Start of Data for processing
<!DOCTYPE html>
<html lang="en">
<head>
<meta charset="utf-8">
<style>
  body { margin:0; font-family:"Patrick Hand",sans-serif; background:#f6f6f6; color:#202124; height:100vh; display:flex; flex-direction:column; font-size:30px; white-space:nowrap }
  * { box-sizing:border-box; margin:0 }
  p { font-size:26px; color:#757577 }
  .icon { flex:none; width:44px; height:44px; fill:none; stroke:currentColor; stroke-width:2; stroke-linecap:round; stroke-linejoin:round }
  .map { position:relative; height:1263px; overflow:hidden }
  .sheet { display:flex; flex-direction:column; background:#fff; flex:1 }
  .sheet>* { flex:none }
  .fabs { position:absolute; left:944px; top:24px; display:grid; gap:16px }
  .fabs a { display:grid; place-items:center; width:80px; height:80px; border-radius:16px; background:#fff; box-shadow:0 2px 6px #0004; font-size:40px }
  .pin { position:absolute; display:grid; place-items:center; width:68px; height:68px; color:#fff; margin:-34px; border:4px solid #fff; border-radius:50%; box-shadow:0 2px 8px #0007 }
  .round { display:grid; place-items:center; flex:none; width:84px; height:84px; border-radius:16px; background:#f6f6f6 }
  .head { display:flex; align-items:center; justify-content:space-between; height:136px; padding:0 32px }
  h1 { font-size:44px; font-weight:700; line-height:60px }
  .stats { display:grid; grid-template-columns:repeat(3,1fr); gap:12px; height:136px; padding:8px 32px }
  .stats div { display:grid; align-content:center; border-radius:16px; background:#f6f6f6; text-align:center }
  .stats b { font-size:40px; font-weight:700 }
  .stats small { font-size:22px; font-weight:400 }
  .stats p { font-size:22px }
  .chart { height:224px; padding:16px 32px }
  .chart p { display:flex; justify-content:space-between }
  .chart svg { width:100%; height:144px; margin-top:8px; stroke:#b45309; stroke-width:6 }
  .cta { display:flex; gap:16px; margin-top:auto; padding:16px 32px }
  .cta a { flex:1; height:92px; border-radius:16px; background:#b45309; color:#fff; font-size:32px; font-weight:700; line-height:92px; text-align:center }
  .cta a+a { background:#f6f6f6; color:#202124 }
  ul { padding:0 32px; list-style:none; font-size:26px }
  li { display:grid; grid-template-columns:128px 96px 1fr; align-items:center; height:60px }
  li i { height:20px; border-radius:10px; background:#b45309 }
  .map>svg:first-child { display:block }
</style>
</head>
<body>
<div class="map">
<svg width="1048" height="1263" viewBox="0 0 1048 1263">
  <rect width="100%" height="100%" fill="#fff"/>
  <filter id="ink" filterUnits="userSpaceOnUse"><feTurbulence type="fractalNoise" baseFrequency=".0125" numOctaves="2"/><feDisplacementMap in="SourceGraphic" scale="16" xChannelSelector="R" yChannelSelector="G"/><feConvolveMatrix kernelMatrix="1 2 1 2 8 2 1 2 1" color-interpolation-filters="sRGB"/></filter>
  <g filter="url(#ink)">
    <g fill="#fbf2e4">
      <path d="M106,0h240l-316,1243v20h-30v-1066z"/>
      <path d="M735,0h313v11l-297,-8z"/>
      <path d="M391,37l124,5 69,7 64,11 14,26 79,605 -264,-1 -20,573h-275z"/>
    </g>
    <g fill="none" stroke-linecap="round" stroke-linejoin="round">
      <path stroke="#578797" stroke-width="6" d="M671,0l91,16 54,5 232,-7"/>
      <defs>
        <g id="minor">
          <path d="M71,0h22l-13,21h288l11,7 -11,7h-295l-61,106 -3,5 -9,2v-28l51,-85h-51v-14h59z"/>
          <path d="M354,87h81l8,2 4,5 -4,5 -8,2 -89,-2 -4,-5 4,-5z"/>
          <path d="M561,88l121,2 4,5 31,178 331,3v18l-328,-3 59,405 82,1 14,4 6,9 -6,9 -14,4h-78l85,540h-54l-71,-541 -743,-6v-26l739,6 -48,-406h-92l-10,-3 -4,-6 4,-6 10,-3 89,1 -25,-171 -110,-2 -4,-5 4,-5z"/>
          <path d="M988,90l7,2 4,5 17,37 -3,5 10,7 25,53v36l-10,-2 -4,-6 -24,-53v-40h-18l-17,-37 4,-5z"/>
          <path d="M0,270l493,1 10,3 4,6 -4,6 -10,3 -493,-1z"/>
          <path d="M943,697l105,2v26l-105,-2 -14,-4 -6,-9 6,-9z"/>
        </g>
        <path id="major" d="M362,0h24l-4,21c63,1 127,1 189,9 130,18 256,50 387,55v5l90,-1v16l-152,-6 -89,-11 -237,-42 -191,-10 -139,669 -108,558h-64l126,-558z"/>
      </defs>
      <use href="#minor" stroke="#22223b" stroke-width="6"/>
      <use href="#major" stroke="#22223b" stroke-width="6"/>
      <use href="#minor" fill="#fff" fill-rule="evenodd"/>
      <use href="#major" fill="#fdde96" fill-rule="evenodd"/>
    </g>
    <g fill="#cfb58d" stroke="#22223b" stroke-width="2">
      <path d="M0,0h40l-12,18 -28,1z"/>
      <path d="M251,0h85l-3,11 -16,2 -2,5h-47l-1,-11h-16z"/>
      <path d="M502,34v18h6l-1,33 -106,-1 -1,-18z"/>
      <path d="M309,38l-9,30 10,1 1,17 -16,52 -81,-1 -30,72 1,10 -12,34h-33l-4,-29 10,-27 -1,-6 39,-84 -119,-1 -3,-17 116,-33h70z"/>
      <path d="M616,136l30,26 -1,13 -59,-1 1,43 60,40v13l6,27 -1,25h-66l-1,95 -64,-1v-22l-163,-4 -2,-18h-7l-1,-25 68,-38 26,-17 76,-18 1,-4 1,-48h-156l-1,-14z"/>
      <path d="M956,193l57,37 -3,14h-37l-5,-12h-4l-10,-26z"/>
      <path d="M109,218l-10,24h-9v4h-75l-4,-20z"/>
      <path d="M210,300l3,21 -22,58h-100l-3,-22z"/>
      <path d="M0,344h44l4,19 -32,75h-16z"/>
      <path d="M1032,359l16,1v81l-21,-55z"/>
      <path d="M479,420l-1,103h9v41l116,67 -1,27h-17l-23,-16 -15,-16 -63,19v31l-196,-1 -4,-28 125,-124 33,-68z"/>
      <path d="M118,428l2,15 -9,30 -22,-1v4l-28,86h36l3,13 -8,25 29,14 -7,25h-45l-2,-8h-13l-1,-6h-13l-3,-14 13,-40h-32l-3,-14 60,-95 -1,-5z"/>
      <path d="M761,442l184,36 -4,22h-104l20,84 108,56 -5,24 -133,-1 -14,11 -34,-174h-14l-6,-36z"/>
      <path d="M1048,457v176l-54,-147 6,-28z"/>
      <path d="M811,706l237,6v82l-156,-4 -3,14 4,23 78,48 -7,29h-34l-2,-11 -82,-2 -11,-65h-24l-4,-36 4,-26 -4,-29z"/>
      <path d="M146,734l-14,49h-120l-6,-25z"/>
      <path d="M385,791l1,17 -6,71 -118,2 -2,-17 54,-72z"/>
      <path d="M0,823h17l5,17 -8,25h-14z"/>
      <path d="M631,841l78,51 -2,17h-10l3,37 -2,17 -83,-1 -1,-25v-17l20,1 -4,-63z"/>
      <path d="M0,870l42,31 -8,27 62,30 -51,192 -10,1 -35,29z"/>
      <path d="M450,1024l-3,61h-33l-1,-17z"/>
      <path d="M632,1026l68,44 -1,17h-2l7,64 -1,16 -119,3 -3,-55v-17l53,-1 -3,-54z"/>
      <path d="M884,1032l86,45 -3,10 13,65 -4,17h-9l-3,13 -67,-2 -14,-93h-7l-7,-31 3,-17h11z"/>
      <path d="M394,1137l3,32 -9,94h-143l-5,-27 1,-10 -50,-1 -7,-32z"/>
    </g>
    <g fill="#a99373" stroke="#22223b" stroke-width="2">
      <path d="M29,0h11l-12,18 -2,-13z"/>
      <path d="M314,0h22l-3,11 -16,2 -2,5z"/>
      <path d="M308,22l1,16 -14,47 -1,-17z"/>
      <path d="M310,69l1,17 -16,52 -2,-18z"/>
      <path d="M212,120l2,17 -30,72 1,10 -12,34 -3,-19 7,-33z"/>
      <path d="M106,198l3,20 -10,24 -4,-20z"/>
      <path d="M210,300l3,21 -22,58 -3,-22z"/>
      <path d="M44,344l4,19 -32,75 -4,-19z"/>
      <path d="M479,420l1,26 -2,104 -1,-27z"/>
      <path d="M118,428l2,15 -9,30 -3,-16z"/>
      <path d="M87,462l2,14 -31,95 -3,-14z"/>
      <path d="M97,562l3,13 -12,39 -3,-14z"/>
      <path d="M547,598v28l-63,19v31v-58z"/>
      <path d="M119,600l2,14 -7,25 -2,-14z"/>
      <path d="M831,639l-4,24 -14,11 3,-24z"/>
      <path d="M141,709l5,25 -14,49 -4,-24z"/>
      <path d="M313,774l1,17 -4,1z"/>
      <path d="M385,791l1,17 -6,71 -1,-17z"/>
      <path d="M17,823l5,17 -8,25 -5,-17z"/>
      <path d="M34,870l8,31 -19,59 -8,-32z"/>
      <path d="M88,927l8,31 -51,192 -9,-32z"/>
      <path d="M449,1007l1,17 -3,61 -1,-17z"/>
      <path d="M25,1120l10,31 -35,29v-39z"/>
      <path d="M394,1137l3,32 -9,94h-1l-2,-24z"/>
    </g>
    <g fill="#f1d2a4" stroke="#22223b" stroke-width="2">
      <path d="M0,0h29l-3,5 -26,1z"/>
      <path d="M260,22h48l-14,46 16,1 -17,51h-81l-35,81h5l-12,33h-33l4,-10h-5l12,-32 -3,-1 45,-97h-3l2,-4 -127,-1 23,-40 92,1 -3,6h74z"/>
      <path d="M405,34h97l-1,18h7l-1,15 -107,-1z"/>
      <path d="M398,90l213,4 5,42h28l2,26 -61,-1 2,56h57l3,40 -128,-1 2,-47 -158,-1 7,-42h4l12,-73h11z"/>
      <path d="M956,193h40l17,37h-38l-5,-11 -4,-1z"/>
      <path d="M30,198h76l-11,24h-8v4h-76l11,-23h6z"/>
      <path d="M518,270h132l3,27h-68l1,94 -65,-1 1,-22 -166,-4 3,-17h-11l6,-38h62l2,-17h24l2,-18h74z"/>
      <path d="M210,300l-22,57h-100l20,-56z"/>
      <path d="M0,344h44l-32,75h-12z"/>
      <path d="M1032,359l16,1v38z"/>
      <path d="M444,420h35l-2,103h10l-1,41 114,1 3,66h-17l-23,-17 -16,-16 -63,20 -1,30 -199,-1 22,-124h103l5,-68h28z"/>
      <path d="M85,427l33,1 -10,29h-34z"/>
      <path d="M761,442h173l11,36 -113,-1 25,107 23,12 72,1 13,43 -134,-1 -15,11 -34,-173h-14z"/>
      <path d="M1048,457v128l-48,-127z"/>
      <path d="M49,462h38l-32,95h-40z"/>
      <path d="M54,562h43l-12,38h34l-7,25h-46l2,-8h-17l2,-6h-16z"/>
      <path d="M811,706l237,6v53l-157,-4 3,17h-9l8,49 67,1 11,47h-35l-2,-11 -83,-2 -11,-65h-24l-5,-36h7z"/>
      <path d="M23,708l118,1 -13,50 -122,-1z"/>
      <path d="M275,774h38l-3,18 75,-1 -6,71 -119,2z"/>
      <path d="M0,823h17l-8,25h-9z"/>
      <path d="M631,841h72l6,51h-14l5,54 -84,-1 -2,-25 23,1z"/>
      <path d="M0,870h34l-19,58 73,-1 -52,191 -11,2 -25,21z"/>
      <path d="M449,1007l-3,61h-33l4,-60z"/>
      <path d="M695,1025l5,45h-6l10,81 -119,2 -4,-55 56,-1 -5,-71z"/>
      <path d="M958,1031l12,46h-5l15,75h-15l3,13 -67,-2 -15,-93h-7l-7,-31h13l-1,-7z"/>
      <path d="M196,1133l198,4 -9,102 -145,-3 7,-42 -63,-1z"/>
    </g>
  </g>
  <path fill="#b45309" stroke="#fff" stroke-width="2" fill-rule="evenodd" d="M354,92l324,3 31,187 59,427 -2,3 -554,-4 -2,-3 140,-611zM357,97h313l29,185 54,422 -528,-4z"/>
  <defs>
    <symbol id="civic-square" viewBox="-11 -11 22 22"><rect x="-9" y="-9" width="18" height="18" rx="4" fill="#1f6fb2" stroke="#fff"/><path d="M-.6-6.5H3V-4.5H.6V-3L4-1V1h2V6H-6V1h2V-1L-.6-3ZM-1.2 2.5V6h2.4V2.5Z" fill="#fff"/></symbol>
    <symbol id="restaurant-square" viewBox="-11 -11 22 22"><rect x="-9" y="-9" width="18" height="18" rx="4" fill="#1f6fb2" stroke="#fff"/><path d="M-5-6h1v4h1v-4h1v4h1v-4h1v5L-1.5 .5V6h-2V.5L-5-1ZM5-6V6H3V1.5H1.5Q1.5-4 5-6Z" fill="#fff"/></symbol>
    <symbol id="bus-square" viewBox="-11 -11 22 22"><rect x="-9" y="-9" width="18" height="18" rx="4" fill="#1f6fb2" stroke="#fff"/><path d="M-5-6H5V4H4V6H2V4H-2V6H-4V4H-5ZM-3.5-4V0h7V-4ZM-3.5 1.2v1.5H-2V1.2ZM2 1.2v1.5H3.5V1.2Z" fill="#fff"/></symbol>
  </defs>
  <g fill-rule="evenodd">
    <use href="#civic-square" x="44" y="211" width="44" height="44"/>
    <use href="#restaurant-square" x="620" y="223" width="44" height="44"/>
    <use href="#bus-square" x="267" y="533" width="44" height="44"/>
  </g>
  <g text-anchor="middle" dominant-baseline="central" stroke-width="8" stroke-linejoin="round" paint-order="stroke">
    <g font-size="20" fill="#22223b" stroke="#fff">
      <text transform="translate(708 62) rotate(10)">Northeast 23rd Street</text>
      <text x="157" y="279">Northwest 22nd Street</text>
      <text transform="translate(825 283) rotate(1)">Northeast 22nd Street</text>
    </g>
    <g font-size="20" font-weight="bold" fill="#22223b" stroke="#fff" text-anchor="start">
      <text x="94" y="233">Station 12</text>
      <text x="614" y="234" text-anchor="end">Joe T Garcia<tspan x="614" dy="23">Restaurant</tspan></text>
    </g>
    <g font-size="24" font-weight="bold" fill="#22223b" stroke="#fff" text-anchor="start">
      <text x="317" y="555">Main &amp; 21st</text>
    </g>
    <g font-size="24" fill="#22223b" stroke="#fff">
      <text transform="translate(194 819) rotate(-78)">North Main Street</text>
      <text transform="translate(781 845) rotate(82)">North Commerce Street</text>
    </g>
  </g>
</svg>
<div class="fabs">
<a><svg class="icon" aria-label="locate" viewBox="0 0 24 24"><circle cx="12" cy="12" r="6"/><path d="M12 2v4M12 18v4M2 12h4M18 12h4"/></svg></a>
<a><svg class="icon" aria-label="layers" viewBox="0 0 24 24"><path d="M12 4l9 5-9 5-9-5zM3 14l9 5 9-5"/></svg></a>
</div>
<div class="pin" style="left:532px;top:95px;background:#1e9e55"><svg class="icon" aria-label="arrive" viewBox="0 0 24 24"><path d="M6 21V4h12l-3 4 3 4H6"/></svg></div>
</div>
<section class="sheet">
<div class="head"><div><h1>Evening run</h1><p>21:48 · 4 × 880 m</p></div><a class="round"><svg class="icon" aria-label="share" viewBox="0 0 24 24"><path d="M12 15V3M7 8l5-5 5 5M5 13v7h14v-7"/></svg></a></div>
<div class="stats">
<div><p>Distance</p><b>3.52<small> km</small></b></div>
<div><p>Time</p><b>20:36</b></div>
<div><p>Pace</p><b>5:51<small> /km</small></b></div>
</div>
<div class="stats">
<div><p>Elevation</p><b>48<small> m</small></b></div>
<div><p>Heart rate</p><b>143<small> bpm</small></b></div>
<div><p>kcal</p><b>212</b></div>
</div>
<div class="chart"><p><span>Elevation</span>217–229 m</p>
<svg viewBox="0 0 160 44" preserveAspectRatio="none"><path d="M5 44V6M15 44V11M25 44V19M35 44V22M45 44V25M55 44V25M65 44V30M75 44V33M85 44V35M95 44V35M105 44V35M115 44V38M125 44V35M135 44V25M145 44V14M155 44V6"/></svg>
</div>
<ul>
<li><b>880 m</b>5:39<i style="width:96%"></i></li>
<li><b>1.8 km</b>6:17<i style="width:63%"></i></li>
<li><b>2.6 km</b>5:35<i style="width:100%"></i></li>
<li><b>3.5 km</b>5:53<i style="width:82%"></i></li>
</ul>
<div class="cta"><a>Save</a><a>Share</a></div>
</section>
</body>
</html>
End of Data for processing
- Exercise goal
Would you output, unchanged, each line from the start of the records to the line that holds "background:#f6f6f6; color:#202124; height:100vh;", both included and nothing else?

- Output for this exercise
<!DOCTYPE html>
<html lang="en">
<head>
<meta charset="utf-8">
<style>
  body { margin:0; font-family:"Patrick Hand",sans-serif; background:#f6f6f6; color:#202124; height:100vh; display:flex; flex-direction:column; font-size:30px; white-space:nowrap }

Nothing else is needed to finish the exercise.